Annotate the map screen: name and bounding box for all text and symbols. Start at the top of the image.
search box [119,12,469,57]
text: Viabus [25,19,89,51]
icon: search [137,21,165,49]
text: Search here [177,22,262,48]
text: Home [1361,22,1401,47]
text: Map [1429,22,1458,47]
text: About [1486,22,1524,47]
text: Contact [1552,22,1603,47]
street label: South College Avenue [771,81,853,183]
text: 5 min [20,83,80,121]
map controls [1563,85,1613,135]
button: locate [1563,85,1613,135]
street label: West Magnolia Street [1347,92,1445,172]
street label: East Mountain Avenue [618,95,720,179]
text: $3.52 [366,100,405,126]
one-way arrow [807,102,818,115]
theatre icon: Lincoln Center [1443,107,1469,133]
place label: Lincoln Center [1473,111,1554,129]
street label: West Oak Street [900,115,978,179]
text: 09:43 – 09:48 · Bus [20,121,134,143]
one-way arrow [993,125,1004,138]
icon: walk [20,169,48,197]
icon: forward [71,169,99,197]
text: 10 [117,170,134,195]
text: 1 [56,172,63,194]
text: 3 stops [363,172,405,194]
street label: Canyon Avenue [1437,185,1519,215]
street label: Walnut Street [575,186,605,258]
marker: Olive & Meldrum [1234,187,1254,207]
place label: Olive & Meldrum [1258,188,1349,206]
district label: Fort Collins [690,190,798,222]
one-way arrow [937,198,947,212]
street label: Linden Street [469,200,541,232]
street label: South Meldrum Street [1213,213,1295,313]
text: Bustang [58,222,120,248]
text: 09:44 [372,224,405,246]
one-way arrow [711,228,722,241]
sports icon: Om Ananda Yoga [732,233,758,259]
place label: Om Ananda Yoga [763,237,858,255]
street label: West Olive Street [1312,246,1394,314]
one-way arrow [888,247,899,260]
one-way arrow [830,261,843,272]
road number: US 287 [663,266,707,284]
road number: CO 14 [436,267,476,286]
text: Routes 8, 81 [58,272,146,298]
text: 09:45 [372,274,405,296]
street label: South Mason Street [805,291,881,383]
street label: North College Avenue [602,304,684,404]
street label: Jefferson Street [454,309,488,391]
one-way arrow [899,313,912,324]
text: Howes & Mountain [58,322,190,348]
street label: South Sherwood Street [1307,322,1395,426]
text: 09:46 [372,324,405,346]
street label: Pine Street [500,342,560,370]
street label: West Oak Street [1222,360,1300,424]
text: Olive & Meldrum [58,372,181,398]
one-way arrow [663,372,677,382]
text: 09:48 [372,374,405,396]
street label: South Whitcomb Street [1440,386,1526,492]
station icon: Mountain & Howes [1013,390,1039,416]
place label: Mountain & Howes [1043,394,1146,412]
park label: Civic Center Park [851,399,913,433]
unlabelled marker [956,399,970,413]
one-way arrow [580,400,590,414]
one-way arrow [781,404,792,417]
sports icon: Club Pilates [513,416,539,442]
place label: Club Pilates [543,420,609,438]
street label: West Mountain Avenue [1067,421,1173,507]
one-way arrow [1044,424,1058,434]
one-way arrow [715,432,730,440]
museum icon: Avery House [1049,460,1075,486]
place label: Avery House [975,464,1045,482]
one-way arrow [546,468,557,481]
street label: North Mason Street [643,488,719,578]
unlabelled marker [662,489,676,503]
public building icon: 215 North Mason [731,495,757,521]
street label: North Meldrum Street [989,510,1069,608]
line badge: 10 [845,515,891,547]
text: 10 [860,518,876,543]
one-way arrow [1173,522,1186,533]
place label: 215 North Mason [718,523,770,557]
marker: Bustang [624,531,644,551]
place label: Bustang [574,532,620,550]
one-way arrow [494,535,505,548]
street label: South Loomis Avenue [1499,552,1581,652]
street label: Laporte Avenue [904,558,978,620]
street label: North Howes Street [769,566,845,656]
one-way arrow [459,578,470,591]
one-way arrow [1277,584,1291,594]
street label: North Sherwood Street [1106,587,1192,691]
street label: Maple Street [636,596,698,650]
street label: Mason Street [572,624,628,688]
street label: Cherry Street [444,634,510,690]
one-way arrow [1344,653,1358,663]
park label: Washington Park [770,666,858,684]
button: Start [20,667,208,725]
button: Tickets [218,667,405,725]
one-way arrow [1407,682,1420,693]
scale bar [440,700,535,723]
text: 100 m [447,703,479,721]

WORK TASK:
Look through the records and gather each line with the word "number".

TASK OUTPUT:
road number: US 287 [663,266,707,284]
road number: CO 14 [436,267,476,286]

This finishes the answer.